| EXERCISE REQUIREMENTS |
Verbatim copy without images: return all of the data as it stands.

[Start of section]

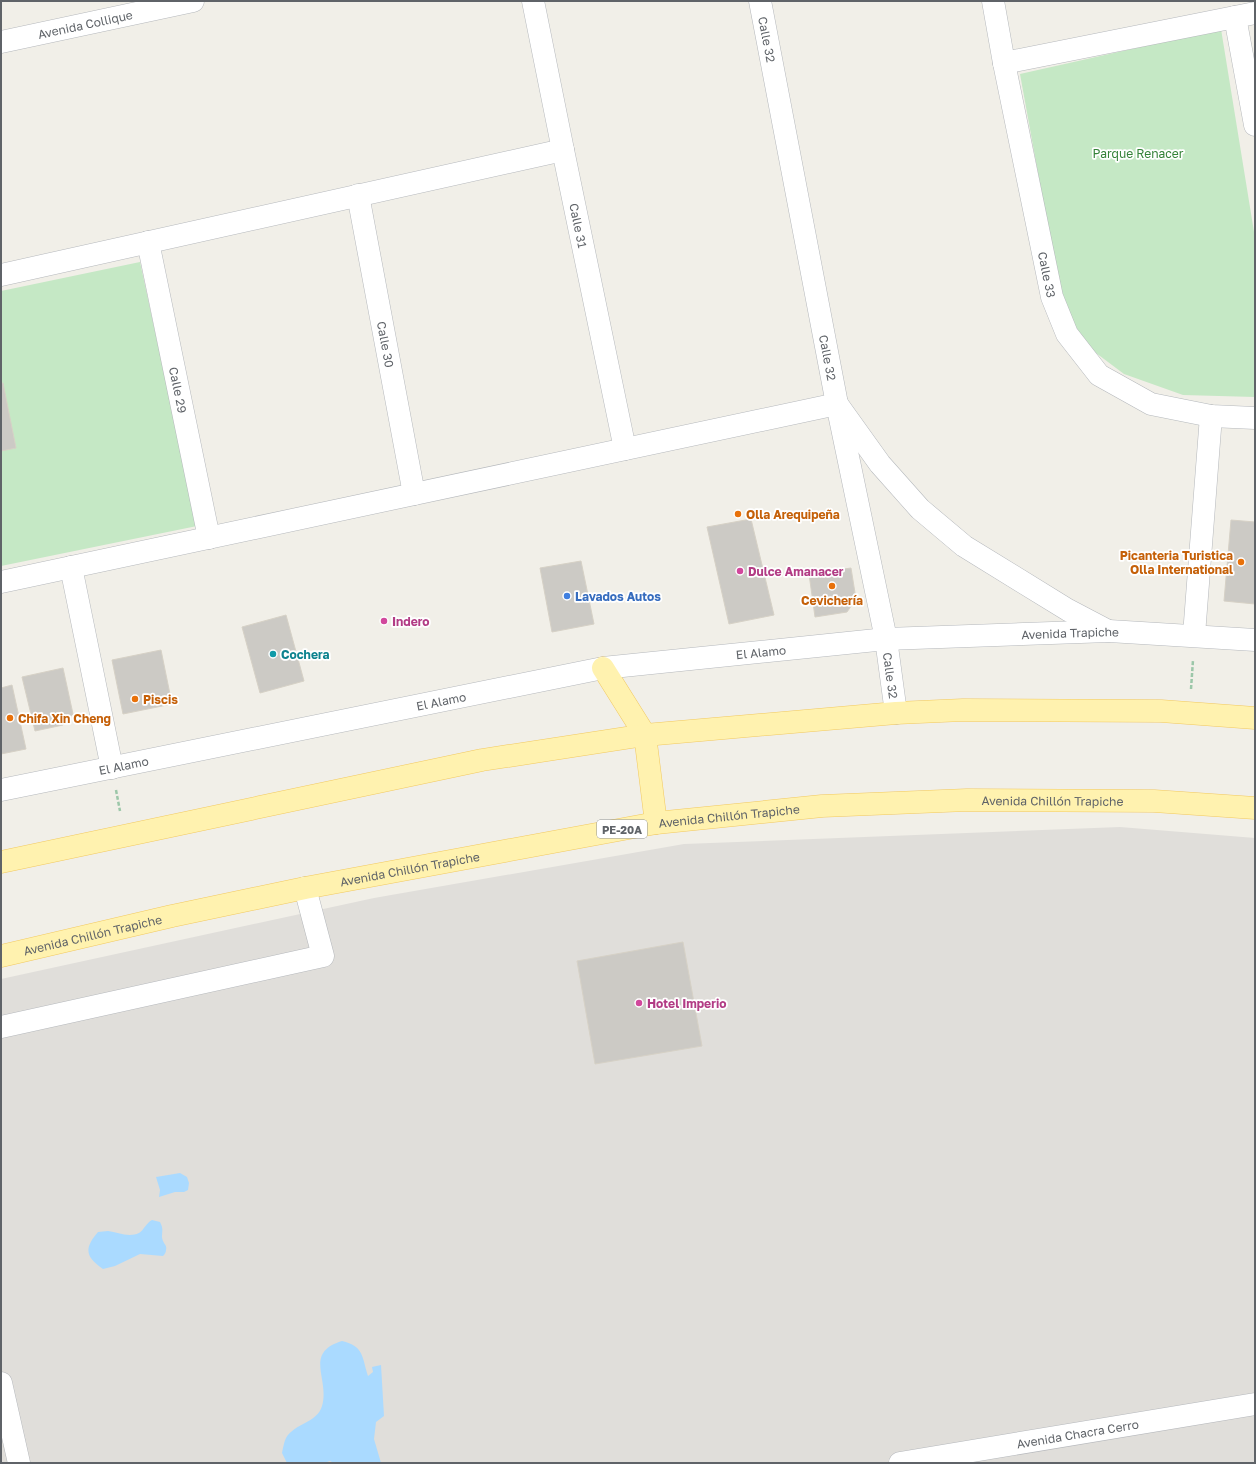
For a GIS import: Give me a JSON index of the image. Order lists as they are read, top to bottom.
{
  "streets": {
    "main road": ["Avenida Chillón Trapiche", "PE-20A"],
    "street": [
      "Avenida Collique",
      "Calle 32",
      "Calle 31",
      "Calle 33",
      "Calle 30",
      "Calle 29",
      "Avenida Trapiche",
      "El Alamo",
      "Avenida Chacra Cerro"
    ]
  },
  "crossings": [
    ["Calle 32", "Avenida Trapiche"],
    ["Calle 32", "El Alamo"],
    ["Avenida Trapiche", "El Alamo"]
  ],
  "parks": ["Parque Renacer"],
  "places": [
    "Olla Arequipeña",
    "Picanteria Turistica Olla International",
    "Dulce Amanacer",
    "Cevichería",
    "Lavados Autos",
    "Indero",
    "Cochera",
    "Piscis",
    "Chifa Xin Cheng",
    "Hotel Imperio"
  ]
}
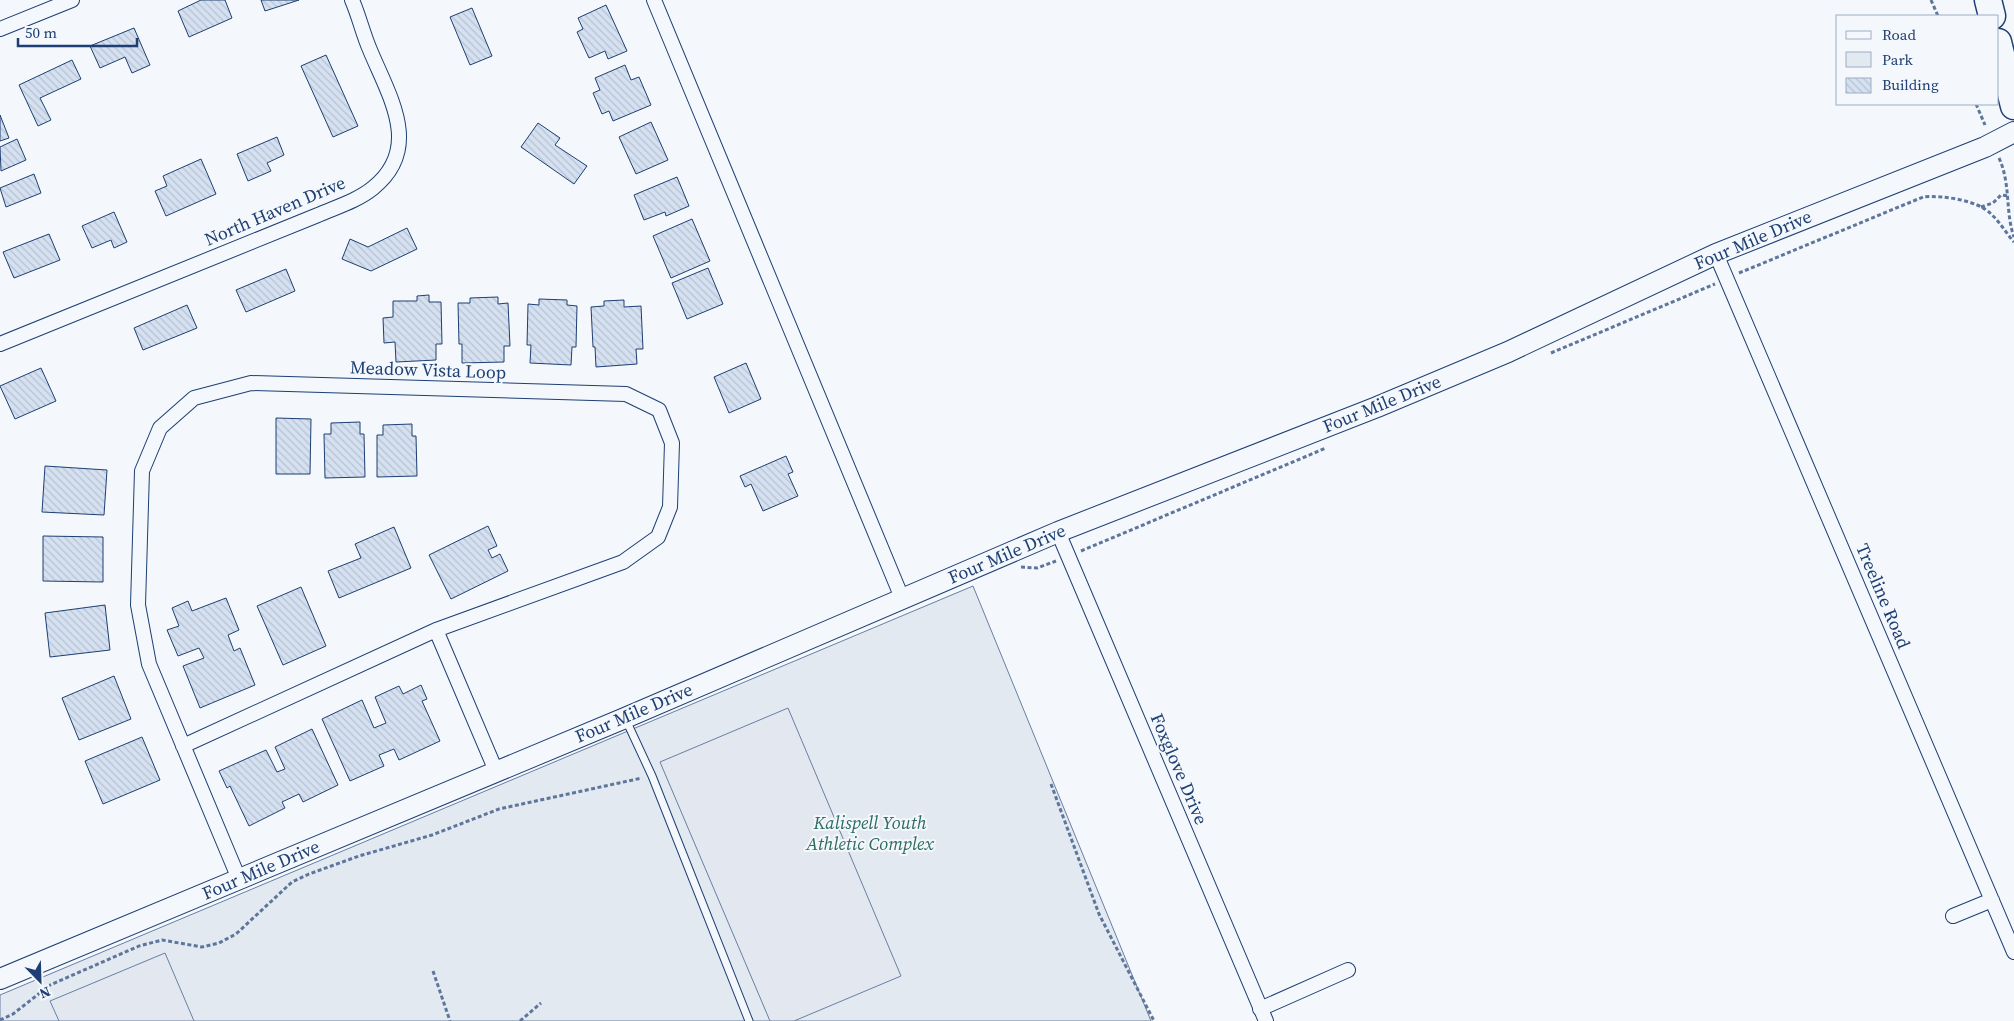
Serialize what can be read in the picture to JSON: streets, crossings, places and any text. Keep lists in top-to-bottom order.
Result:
{
  "streets": {
    "street": [
      "North Haven Drive",
      "Four Mile Drive",
      "Meadow Vista Loop",
      "Treeline Road",
      "Foxglove Drive"
    ]
  },
  "crossings": [
    ["Four Mile Drive", "Meadow Vista Loop"],
    ["Four Mile Drive", "Treeline Road"],
    ["Four Mile Drive", "Foxglove Drive"]
  ],
  "parks": ["Kalispell Youth Athletic Complex"],
  "legend": ["Road", "Park", "Building"],
  "scale_bar": "50 m",
  "north": "bottom right"
}
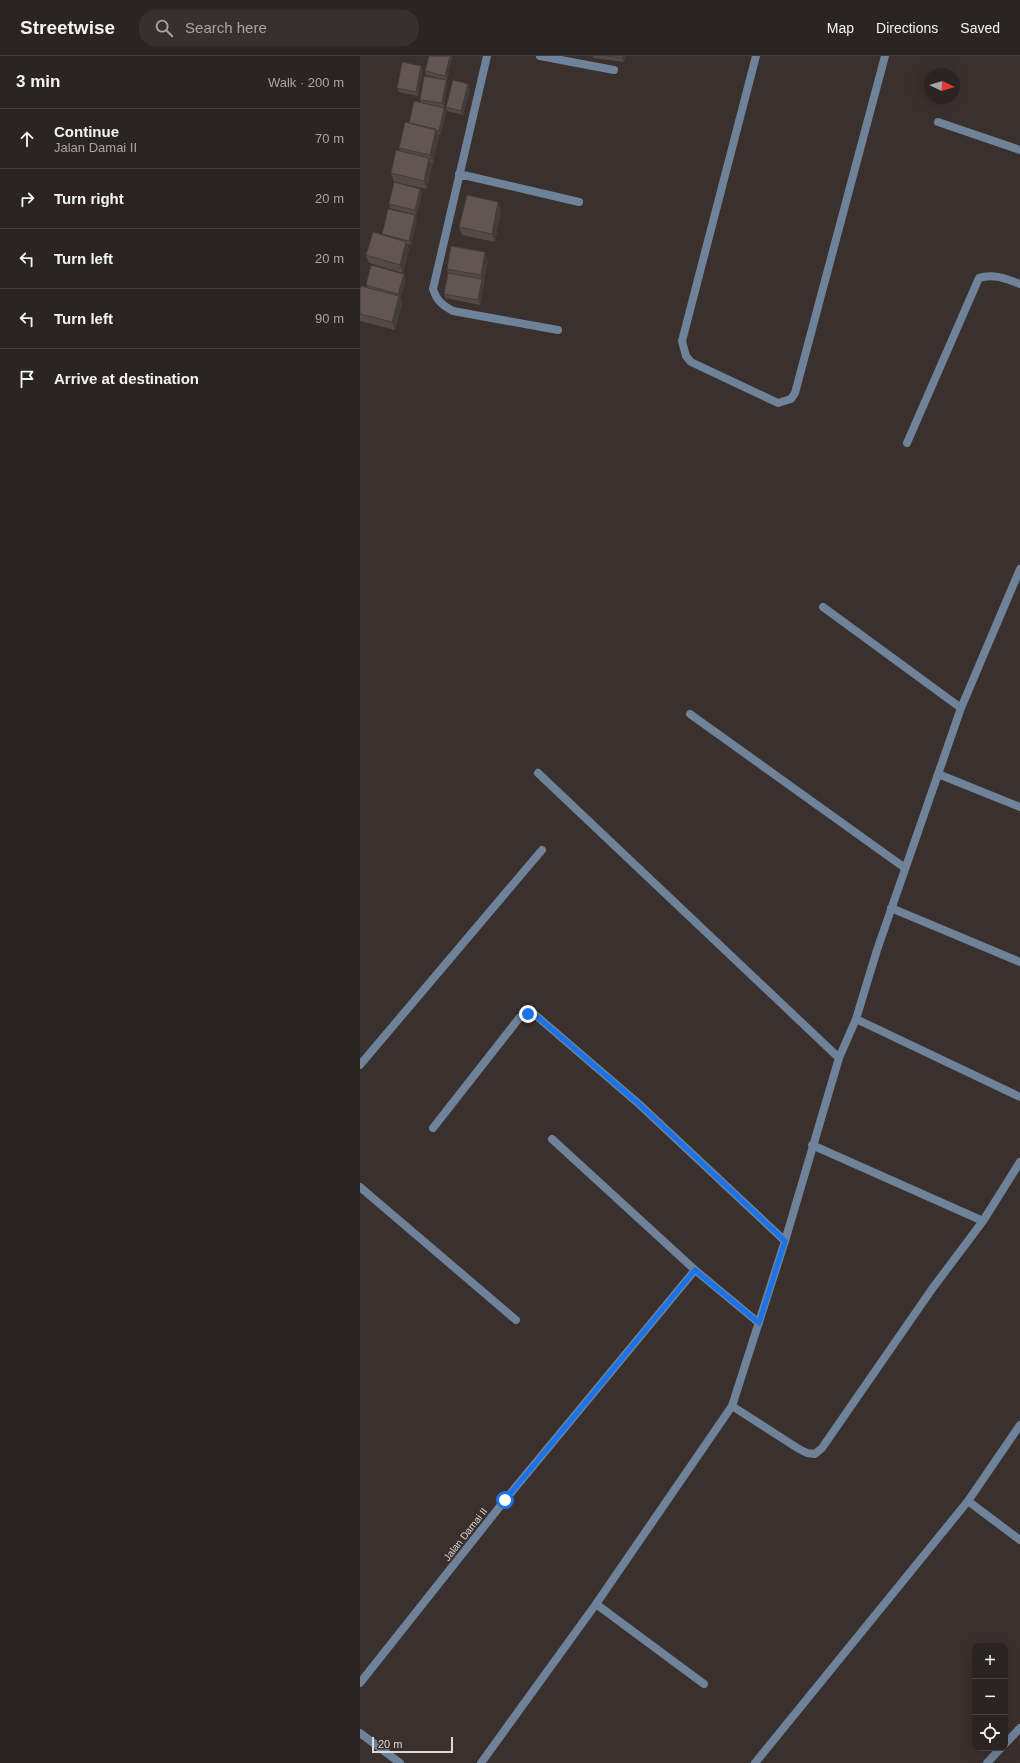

[End of section]

| EXPECTED ANSWER |
For a GIS import: Give me a JSON index of the image. Order lists as they are read, top to bottom.
{
  "streets": {
    "main road": ["Avenida Chillón Trapiche", "PE-20A"],
    "street": [
      "Avenida Collique",
      "Calle 32",
      "Calle 31",
      "Calle 33",
      "Calle 30",
      "Calle 29",
      "Avenida Trapiche",
      "El Alamo",
      "Avenida Chacra Cerro"
    ]
  },
  "crossings": [
    ["Calle 32", "Avenida Trapiche"],
    ["Calle 32", "El Alamo"],
    ["Avenida Trapiche", "El Alamo"]
  ],
  "parks": ["Parque Renacer"],
  "places": [
    "Olla Arequipeña",
    "Picanteria Turistica Olla International",
    "Dulce Amanacer",
    "Cevichería",
    "Lavados Autos",
    "Indero",
    "Cochera",
    "Piscis",
    "Chifa Xin Cheng",
    "Hotel Imperio"
  ]
}
Serialize what can be read in the picture to JSON: streets, crossings, places and any text. Keep lists in top-to-bottom order.
Result:
{
  "streets": {
    "street": [
      "North Haven Drive",
      "Four Mile Drive",
      "Meadow Vista Loop",
      "Treeline Road",
      "Foxglove Drive"
    ]
  },
  "crossings": [
    ["Four Mile Drive", "Meadow Vista Loop"],
    ["Four Mile Drive", "Treeline Road"],
    ["Four Mile Drive", "Foxglove Drive"]
  ],
  "parks": ["Kalispell Youth Athletic Complex"],
  "legend": ["Road", "Park", "Building"],
  "scale_bar": "50 m",
  "north": "bottom right"
}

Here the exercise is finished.